In a new post on X from SemiAnalysis, we're hearing rumors in order for NVIDIA's new Rubin AI GPUs to maintain a lead over AMD's upcoming Instinct MI450X series AI chips, VR200 Rubin had its HBM4 memory bandwidth increased to 20TB/sec per GPU (from 13GB/sec per GPU). Rubin went from 5TB/sec per GPU behind MI450X in memory bandwidth, to just ahead with 0.4GB/sec per GPU more bandwidth.
Not only that, VR200 Rubin was previously an 1800W TGP design, but two months ago it was bumped up to 2300W TGP, closer to Instinct MI450X which has a higher 2500W TGP. These new AI GPUs are thirsty... very, very thirsty.
We did hear rumors of NVIDIA's new Rubin AI GPUs being delayed last month (more on that in the story below), but the reports said that with Rubin taping out in June 2025 that NVIDIA was redesigning the chip to better match AMD's new Instinct MI450 AI accelerators. The reports said: "we think the Rubin chip will likely hit 2000W per chip, compared to 1800W when it was announced earlier".

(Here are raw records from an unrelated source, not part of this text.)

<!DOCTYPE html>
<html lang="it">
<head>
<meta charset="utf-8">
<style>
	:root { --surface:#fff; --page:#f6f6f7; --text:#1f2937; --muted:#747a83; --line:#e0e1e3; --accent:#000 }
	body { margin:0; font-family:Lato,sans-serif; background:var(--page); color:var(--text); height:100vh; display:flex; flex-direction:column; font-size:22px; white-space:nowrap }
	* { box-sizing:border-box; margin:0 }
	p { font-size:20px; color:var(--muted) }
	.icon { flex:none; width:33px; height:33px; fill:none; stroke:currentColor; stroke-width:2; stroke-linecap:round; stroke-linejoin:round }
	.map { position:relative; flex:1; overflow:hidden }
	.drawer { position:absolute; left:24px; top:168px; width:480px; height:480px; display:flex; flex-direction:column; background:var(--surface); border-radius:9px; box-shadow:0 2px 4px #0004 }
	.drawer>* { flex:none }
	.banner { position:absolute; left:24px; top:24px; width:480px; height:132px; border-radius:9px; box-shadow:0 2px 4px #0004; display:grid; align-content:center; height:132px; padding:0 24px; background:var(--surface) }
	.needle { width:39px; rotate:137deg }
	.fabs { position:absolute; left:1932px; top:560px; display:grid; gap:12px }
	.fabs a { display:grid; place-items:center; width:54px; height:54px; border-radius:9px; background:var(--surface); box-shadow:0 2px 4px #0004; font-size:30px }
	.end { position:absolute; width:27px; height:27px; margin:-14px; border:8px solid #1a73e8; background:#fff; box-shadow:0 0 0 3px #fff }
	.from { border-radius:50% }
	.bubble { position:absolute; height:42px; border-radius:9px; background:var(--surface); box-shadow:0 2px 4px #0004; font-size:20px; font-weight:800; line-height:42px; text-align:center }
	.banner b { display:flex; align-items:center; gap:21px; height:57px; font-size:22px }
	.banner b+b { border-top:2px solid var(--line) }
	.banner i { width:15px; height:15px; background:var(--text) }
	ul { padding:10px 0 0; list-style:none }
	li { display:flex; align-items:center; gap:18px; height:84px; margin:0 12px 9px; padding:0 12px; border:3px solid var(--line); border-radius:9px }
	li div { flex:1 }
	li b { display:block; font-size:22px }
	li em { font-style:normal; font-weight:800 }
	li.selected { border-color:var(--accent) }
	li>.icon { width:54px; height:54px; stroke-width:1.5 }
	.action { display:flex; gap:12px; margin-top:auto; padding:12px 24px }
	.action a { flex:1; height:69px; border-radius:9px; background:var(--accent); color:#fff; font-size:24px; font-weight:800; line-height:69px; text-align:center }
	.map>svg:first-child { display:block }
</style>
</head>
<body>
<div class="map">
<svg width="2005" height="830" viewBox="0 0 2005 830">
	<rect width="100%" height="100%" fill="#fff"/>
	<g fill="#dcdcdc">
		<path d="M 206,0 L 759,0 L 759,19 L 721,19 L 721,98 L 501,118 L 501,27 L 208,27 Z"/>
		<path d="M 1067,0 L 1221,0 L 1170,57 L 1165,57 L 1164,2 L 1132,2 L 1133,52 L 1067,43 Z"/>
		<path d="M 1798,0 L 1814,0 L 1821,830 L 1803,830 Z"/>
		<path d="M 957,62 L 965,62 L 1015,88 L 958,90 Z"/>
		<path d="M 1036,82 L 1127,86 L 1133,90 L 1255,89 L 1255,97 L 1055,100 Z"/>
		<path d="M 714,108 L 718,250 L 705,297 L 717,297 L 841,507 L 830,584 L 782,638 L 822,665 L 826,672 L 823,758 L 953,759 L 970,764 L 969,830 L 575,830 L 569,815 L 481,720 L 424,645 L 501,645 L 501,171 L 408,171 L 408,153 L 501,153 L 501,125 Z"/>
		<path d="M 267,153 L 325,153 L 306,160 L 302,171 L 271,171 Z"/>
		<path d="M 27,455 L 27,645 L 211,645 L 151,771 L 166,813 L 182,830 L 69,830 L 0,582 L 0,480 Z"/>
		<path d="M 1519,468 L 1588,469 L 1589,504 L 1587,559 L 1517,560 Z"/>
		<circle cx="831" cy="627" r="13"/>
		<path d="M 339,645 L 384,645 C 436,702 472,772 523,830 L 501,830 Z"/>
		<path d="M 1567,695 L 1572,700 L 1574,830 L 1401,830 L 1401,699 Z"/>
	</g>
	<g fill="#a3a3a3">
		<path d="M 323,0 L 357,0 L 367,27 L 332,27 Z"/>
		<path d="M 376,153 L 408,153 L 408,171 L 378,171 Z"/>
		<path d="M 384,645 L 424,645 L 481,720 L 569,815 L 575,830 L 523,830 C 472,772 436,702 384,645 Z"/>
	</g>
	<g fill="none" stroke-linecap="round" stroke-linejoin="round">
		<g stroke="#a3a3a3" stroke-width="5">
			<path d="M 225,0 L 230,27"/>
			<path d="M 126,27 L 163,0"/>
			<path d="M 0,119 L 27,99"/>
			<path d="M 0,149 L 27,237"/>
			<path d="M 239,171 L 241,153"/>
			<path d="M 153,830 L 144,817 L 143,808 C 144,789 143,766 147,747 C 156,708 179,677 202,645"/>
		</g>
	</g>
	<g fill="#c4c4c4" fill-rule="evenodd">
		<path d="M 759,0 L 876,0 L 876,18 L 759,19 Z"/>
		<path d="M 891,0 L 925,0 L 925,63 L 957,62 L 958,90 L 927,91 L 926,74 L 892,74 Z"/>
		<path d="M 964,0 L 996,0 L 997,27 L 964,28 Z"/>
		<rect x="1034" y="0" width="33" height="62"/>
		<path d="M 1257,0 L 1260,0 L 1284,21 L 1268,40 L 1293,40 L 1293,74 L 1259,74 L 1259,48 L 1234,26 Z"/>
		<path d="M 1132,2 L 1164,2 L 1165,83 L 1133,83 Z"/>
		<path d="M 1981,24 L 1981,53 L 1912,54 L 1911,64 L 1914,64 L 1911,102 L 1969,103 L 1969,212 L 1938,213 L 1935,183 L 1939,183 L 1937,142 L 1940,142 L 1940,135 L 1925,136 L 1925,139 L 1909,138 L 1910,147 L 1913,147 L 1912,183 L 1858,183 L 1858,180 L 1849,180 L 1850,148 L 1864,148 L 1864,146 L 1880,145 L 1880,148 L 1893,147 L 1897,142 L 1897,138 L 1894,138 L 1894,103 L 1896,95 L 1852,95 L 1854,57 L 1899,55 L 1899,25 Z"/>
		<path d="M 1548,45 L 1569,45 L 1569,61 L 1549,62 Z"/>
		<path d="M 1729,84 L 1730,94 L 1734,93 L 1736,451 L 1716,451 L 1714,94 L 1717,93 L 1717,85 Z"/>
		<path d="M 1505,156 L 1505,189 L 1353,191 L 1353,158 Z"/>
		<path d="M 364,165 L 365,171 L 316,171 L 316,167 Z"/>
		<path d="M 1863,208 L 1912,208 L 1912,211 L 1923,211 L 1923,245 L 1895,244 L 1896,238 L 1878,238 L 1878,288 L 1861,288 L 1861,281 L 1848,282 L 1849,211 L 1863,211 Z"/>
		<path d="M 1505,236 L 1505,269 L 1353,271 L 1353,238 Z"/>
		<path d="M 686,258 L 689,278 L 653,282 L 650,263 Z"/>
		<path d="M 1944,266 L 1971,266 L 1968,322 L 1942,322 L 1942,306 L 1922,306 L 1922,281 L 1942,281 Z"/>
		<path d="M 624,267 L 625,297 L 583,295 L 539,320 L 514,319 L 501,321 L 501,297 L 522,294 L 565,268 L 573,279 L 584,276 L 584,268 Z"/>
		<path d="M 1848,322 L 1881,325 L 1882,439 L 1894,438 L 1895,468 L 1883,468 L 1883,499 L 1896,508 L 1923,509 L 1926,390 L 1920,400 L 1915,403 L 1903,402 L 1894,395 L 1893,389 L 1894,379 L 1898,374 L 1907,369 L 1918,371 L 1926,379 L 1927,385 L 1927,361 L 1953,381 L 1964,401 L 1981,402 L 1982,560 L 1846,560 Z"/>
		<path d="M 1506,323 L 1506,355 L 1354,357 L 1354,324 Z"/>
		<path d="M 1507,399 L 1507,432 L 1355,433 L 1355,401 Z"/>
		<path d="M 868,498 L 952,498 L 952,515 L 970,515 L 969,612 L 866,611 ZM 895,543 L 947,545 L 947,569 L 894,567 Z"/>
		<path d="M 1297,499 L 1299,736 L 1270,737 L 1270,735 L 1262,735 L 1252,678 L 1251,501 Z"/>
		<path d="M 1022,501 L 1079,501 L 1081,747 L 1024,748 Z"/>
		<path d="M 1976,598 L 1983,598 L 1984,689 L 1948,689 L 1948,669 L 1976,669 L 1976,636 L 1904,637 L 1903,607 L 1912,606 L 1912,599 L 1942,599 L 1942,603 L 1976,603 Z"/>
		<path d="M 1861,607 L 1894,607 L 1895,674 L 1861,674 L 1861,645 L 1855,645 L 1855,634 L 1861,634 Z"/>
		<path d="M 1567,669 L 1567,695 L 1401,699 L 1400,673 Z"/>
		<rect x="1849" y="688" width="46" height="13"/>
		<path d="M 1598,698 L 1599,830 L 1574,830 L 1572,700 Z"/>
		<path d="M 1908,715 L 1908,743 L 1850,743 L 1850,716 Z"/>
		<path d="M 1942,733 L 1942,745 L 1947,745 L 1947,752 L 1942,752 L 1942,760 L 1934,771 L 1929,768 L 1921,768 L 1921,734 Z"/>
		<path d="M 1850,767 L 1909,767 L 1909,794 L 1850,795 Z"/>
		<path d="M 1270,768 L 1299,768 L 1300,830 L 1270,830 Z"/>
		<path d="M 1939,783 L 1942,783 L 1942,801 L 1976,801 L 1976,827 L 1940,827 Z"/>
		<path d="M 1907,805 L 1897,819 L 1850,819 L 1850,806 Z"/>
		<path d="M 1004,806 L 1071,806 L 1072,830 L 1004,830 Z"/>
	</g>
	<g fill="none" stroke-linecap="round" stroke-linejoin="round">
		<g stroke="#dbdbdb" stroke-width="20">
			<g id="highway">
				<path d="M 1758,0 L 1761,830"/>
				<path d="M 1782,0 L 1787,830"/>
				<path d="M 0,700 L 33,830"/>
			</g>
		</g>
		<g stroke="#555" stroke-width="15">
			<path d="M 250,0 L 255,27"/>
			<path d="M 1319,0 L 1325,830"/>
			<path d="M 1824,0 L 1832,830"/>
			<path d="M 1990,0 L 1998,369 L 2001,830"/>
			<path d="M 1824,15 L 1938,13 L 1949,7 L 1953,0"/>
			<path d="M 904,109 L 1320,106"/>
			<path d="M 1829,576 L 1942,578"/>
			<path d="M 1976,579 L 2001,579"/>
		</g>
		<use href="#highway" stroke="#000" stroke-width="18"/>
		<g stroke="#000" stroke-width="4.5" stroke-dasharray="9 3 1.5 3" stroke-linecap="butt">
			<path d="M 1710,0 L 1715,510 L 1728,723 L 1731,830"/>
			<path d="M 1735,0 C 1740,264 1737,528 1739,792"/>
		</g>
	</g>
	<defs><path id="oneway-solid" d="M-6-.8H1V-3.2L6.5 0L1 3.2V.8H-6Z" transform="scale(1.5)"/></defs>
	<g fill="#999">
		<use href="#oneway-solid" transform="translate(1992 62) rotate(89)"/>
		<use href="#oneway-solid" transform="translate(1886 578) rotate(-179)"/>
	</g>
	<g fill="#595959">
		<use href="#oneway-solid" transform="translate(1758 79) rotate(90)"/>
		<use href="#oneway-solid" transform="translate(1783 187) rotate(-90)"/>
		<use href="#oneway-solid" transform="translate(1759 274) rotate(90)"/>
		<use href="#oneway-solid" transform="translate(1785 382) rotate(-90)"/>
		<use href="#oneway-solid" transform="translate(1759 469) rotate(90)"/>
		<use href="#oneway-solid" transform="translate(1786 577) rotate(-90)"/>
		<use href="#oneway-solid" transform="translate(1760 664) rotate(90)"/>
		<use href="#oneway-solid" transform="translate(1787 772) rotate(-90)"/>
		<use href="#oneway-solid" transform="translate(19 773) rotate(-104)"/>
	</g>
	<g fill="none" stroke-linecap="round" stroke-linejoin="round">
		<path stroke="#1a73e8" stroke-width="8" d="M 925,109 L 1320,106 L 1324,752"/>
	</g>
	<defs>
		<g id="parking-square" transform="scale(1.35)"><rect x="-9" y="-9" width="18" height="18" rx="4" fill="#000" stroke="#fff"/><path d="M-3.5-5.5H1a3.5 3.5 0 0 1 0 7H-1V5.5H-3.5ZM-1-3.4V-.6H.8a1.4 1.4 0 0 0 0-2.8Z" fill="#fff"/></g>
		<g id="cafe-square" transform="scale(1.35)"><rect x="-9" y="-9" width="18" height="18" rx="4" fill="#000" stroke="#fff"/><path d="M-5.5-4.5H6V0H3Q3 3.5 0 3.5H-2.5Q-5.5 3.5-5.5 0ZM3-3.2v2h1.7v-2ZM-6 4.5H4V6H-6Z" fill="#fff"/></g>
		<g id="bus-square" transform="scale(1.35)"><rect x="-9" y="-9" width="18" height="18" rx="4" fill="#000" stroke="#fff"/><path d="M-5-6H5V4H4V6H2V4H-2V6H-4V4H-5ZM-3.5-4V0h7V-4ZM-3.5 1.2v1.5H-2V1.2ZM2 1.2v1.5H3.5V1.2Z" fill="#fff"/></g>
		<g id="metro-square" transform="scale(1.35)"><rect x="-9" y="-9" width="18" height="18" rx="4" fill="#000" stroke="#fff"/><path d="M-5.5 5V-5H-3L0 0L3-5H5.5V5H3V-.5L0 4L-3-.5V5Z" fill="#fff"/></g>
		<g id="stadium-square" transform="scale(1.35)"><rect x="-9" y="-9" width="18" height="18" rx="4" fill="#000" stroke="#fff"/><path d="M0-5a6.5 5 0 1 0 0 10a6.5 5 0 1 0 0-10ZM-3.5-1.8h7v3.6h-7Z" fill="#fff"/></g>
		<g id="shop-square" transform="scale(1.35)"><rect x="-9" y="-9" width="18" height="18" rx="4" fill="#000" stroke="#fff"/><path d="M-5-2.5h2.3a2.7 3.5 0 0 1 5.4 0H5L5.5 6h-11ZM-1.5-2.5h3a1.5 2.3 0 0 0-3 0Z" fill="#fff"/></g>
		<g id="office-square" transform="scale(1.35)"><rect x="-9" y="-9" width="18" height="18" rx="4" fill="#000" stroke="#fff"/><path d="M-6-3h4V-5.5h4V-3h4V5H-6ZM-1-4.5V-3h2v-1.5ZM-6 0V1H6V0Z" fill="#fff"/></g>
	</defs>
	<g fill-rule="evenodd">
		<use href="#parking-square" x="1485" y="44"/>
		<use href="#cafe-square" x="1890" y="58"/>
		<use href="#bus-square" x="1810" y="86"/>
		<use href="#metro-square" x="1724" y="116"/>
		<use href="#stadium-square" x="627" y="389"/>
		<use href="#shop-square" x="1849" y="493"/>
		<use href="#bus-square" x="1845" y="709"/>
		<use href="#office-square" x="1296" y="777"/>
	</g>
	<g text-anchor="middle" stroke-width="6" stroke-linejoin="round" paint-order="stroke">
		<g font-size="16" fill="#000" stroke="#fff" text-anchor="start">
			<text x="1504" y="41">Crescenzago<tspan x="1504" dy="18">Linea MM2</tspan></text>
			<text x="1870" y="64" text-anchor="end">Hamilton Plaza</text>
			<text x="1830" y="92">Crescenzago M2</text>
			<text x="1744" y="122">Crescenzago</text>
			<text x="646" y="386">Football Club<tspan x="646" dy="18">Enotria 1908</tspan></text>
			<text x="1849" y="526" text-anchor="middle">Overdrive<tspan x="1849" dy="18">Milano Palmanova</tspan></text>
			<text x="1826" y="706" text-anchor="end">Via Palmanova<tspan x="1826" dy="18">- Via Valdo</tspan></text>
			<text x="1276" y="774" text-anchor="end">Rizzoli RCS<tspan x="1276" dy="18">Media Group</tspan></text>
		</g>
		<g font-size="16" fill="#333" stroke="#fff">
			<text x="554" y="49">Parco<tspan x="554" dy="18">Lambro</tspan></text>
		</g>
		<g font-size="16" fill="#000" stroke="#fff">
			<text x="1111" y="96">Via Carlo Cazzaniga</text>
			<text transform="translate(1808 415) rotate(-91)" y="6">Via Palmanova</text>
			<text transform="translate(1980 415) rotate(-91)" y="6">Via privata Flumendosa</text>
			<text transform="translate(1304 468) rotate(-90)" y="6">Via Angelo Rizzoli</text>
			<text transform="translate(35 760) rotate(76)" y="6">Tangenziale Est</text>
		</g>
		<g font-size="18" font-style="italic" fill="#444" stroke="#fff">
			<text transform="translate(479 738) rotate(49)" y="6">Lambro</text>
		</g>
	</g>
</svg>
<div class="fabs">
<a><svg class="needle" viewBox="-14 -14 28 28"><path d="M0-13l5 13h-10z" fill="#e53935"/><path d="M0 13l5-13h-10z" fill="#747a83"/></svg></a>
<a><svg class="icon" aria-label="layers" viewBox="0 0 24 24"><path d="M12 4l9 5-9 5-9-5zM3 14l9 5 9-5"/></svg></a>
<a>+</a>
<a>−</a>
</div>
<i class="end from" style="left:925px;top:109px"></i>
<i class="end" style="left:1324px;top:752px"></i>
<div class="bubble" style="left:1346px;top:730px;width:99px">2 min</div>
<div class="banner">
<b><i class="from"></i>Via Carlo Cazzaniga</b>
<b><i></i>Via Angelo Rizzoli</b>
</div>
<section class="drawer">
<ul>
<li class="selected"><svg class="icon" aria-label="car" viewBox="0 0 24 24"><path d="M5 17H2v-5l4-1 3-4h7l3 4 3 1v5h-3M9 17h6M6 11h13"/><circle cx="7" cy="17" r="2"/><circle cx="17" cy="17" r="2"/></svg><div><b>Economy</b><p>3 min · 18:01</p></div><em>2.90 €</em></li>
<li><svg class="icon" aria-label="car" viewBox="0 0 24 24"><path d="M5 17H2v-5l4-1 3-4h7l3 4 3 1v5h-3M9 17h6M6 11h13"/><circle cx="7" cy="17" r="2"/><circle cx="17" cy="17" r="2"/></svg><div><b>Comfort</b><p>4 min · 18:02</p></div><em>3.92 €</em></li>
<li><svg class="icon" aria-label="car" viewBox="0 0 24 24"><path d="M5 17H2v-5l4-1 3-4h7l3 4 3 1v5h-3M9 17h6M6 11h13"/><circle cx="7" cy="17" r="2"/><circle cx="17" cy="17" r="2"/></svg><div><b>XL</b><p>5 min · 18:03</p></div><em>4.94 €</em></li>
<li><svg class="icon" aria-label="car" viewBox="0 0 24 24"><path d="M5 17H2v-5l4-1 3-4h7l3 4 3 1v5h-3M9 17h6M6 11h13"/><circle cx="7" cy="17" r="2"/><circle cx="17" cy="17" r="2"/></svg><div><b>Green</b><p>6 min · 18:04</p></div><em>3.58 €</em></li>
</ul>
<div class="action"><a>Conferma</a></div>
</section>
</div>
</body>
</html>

AMD's new Instinct MI400 series AI accelerators will feature up to a massive 432GB of next-gen HBM4 memory, compared to NVIDIA's upcoming Rubin R100 with 384GB of HBM4, but it's beefier Rubin Ultra AI GPU offering will have 576GB of HBM4 memory. SK hynix, Samsung, and Micron would be loving all of the HBM4 used on next-gen AI chips, as there are only a handful of HBM manufacturers on the planet, and 2026 is truly the year of HBM(4).